Extra Episode: Robust quoting in Snakefiles

Last updated on 2024-10-07 | Edit this page

Overview

Questions

  • How are shell commands processed before being run?
  • How do I avoid quoting problems in filenames and commands?

Objectives

  • Review quoting rules in the shell
  • Understand how shell command strings are processed
  • Understand how to make Snakemake commands robust

For reference, this is the final Snakefile from episodes 1 to 8 you may use to start this episode.

A review of quoting rules in the bash shell


Consider the following simple bash shell command:

BASH

$ echo Why is a "mouse" when     it spins?
Why is a mouse when it spins?

The message is printed back, but not before the shell has interpreted the text as per various command-line parsing rules

  • The quotes around "mouse" have been removed.
  • The extra spaces between when and it have been ignored.
  • More subtly, spins? will be interpreted as a glob pattern if there is any matching file:

BASH

$ touch spinsX spinsY
$ echo Why is a "mouse" when     it spins?
Why is a mouse when it spinsX spinsY

Note: if you have certain shell settings you may have seen a warning about the unmatched glob pattern.

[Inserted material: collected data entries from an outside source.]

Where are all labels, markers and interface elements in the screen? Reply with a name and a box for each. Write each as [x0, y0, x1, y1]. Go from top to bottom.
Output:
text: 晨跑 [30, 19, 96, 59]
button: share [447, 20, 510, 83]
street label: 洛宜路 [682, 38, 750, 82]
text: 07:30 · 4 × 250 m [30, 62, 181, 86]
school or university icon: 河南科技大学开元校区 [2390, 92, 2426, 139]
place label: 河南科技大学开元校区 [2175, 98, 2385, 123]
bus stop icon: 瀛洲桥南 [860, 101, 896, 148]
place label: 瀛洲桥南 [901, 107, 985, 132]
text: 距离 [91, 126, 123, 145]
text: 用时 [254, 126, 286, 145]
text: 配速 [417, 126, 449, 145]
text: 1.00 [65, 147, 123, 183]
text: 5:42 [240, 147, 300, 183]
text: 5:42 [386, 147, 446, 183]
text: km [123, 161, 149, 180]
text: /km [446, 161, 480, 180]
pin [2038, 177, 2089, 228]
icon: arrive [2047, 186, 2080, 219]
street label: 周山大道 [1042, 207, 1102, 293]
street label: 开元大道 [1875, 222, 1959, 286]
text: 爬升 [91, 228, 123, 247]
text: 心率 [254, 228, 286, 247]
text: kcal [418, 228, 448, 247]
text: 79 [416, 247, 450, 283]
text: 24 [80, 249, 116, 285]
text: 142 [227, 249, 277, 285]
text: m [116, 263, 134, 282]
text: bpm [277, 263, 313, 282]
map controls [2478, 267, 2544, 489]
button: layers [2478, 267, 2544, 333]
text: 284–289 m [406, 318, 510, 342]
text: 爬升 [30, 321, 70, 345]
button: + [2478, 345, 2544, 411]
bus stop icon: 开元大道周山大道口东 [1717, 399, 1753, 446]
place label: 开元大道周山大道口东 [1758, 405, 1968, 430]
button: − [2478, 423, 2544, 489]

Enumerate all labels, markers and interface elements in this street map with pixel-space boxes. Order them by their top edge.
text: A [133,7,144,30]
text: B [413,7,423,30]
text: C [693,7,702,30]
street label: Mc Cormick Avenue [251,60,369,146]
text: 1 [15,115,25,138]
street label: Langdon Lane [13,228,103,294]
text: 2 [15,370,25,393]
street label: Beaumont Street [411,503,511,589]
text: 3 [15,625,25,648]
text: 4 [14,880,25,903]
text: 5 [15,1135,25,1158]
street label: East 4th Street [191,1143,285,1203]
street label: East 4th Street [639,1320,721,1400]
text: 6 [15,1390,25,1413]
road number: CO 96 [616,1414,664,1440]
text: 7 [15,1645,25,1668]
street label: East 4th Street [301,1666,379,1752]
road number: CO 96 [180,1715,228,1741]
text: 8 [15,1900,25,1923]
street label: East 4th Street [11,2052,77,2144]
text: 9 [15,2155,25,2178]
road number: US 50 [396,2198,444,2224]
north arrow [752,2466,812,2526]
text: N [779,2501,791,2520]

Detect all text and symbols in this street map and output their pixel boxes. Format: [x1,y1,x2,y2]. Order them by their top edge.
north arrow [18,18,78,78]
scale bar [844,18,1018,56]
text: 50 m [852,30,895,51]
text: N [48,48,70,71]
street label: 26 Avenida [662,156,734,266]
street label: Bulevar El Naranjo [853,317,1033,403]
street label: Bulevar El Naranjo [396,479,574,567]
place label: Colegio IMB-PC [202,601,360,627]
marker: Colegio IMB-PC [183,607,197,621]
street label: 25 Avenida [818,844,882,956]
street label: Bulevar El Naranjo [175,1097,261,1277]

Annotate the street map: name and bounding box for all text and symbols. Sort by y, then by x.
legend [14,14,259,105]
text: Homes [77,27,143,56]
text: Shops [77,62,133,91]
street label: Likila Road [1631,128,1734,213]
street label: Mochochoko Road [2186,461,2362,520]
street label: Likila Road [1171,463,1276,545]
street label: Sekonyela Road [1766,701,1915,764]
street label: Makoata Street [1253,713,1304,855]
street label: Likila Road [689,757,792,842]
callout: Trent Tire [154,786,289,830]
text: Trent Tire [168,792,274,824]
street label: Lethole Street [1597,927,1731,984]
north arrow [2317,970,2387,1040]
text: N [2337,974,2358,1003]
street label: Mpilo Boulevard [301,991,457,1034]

In shell commands, some characters are “safe”, in that bash does not try to interpret them at all:

  • Letters A-Z and a-z
  • Digits 0-9
  • Period, underscore, forward slash, and hyphen ._/-

Most other characters have some sort of special meaning and must be enclosed in quotes if you want to pass them through verbatim to the program you are running. This is essential with things like awk commands:

BASH

# Print mean read length in FASTQ file - from https://github.com/stephenturner/oneliners
$ awk 'NR%4==2{sum+=length($0)}END{print sum/(NR/4)}' reads/ref_1_1.fq
101

The ‘single quotes’ ensure that the expression is passed directly to awk. If “double quotes” had been used, bash would replace $0 with the name of the current script and break the awk logic, giving a meaningless result.

BASH

# With double quotes the "$0" is substituted by *bash*, rather than being passed on to awk.
$ awk "NR%4==2{sum+=length($0)}END{print sum/(NR/4)}" reads/ref_1_1.fq
0
# In an interactive shell $0 is a variable containing the value "bash"
$ echo "NR%4==2{sum+=length($0)}END{print sum/(NR/4)}"
NR%4==2{sum+=length(bash)}END{print sum/(NR/4)}

So in bash, putting a string in single quotes is normally enough to preserve the contents, but if you need to add literal single quotes to the awk command for any reason you have to do some awkward (pun intended) construction.

BASH

# Yuk! But it does work...
$ awk '{print "\"double\" '"'"'single'"'"'"}' <<<''
"double" 'single'

Quoting rules in Snakemake


Anyone who has done any amount of programming or shell scripting will have come across quoting issues in code. Bugs related to quoting can be very troublesome. In Snakemake these are particularly complex because the shell part of each rule undergoes three rounds of interpretation before anything is actually run:

  1. The string is parsed according to Python quoting rules
  2. Placeholders in curly brackets (eg. {input} {output}) are then replaced
  3. The resulting string goes to the bash shell and is subject to all bash parsing rules

We’ll now look at some best practises for making your Snakefiles robust, and some simple rules to avoid most mis-quoting complications.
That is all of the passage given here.